- **Dataset records**:
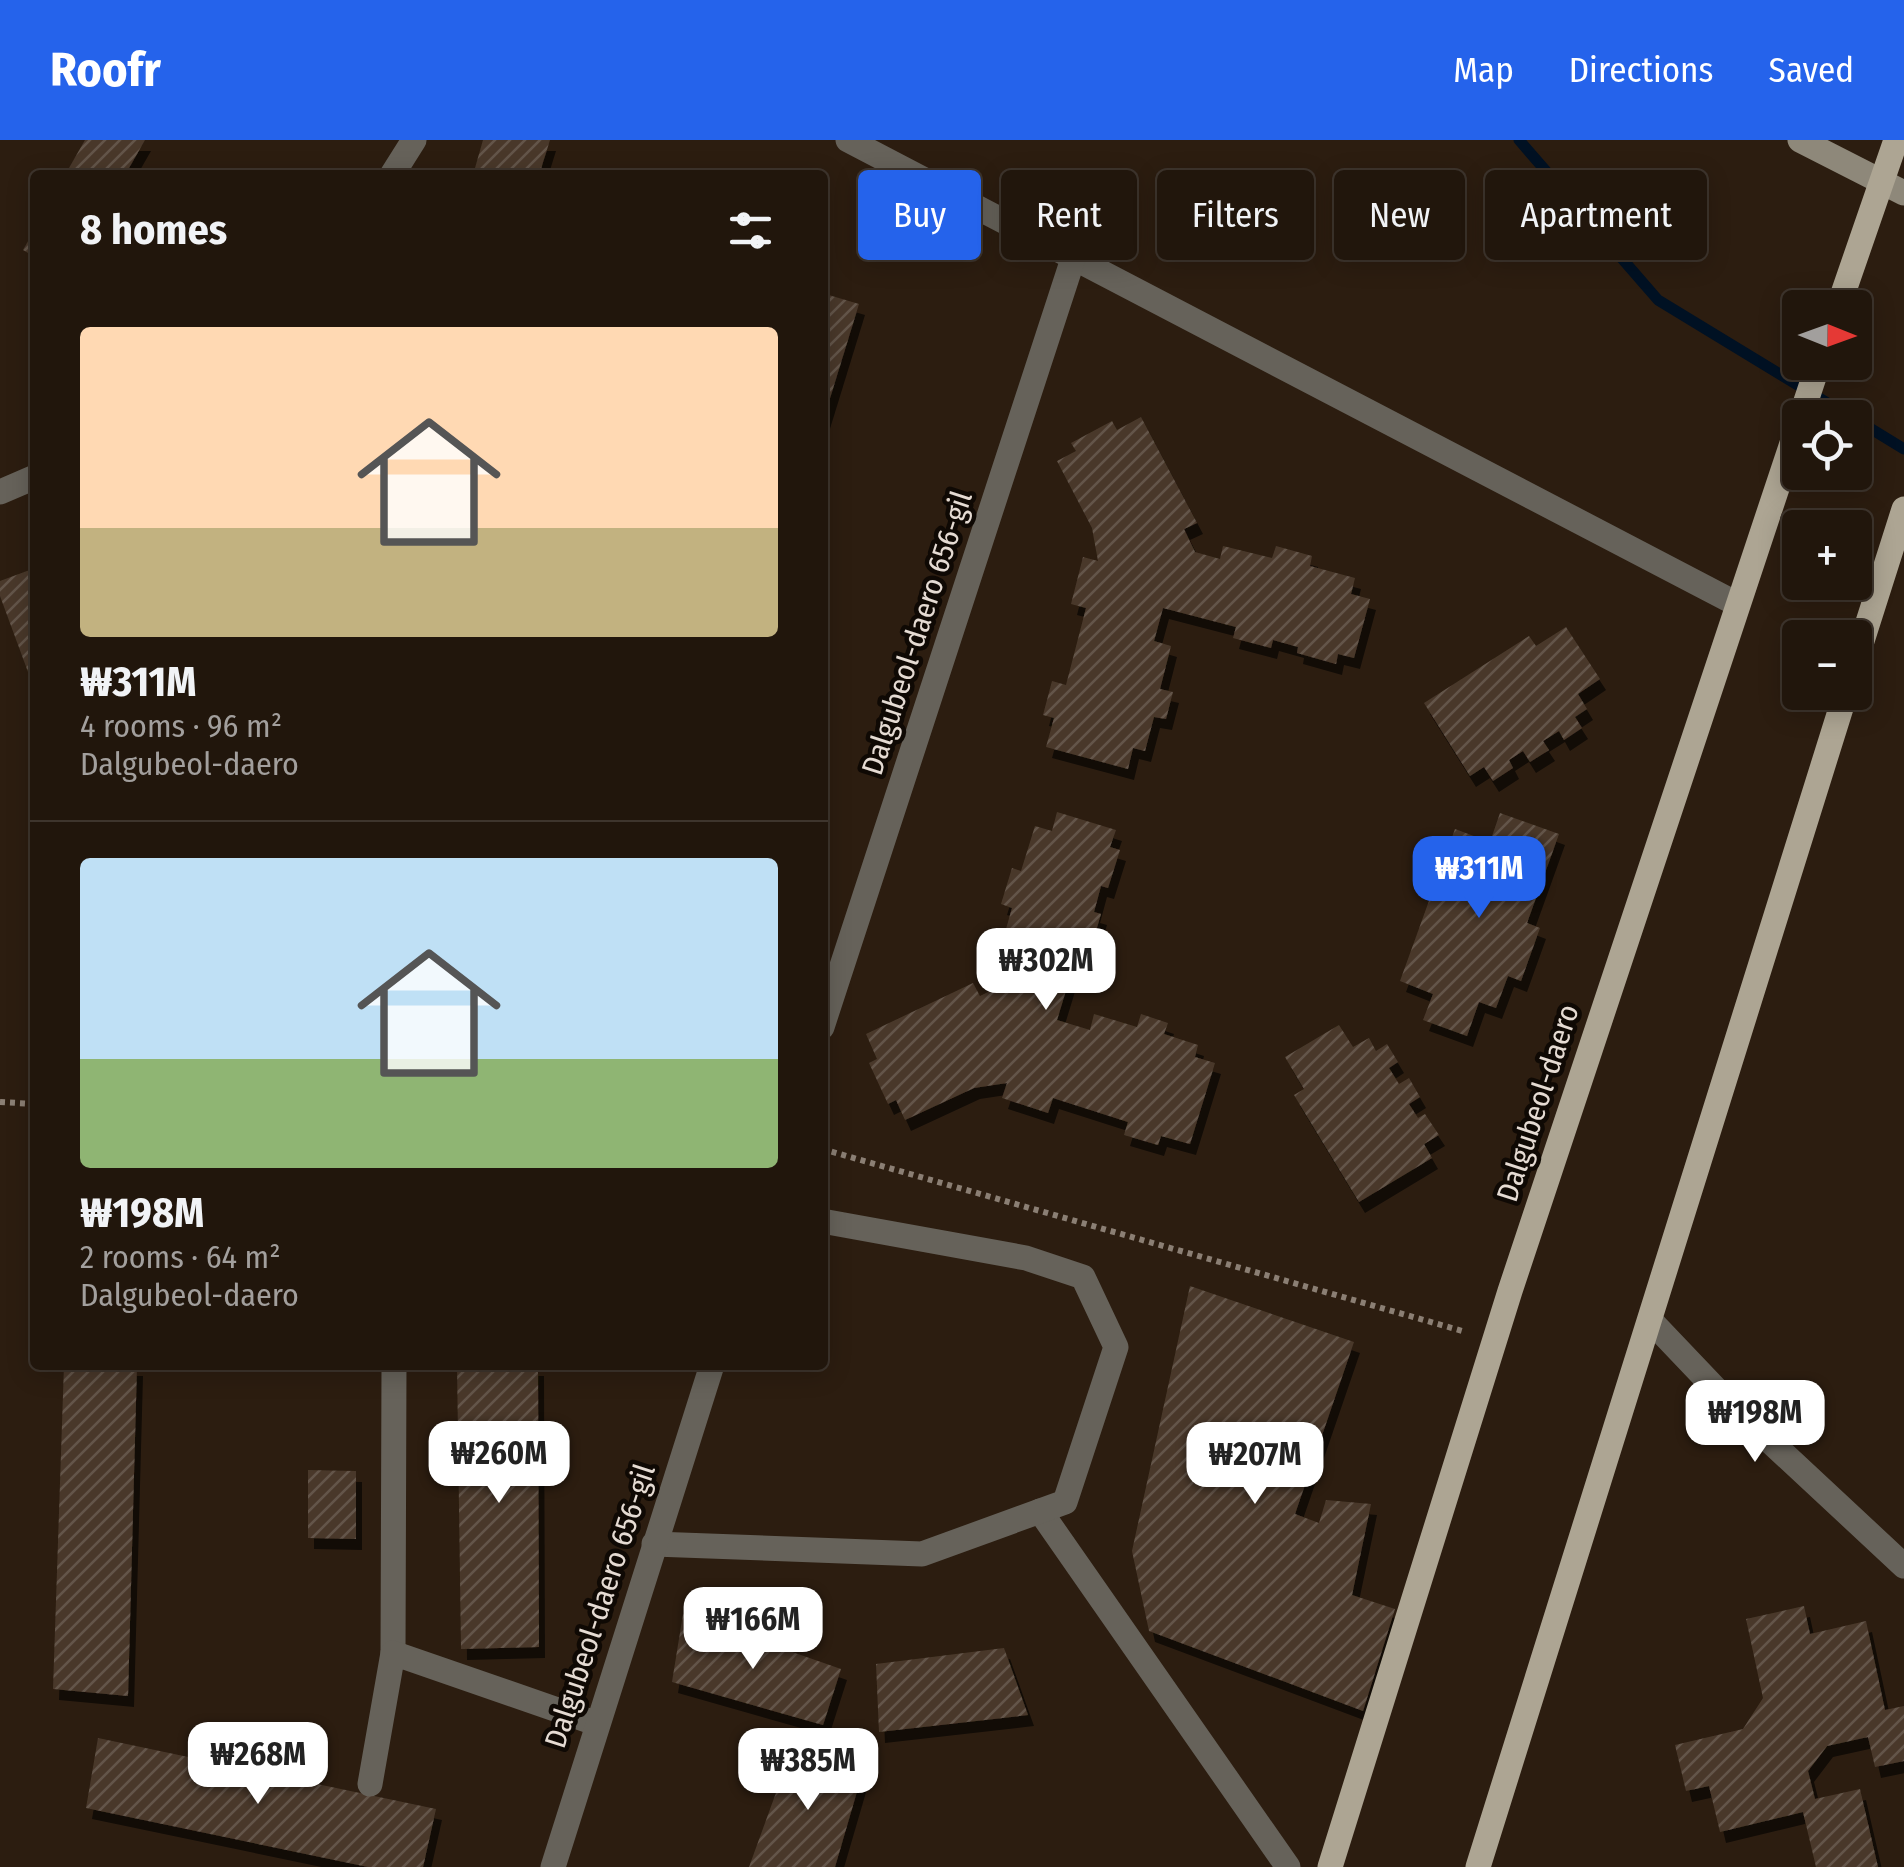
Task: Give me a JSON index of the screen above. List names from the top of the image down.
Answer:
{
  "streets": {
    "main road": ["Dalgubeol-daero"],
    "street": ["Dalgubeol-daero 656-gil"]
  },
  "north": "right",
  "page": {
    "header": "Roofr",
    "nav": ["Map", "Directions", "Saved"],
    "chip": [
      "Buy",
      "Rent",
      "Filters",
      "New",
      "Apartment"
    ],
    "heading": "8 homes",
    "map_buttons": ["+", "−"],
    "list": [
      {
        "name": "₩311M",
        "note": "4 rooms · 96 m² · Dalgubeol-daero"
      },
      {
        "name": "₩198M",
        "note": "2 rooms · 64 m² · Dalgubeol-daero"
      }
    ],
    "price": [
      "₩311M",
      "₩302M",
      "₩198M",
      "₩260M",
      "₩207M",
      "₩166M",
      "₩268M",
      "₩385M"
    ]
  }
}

- **Exercise**: Retype all the records shown above, character for character. Omit every picture.

- **Task result**:
Task: Give me a JSON index of the screen above. List names from the top of the image down.
Answer:
{
  "streets": {
    "main road": ["Dalgubeol-daero"],
    "street": ["Dalgubeol-daero 656-gil"]
  },
  "north": "right",
  "page": {
    "header": "Roofr",
    "nav": ["Map", "Directions", "Saved"],
    "chip": [
      "Buy",
      "Rent",
      "Filters",
      "New",
      "Apartment"
    ],
    "heading": "8 homes",
    "map_buttons": ["+", "−"],
    "list": [
      {
        "name": "₩311M",
        "note": "4 rooms · 96 m² · Dalgubeol-daero"
      },
      {
        "name": "₩198M",
        "note": "2 rooms · 64 m² · Dalgubeol-daero"
      }
    ],
    "price": [
      "₩311M",
      "₩302M",
      "₩198M",
      "₩260M",
      "₩207M",
      "₩166M",
      "₩268M",
      "₩385M"
    ]
  }
}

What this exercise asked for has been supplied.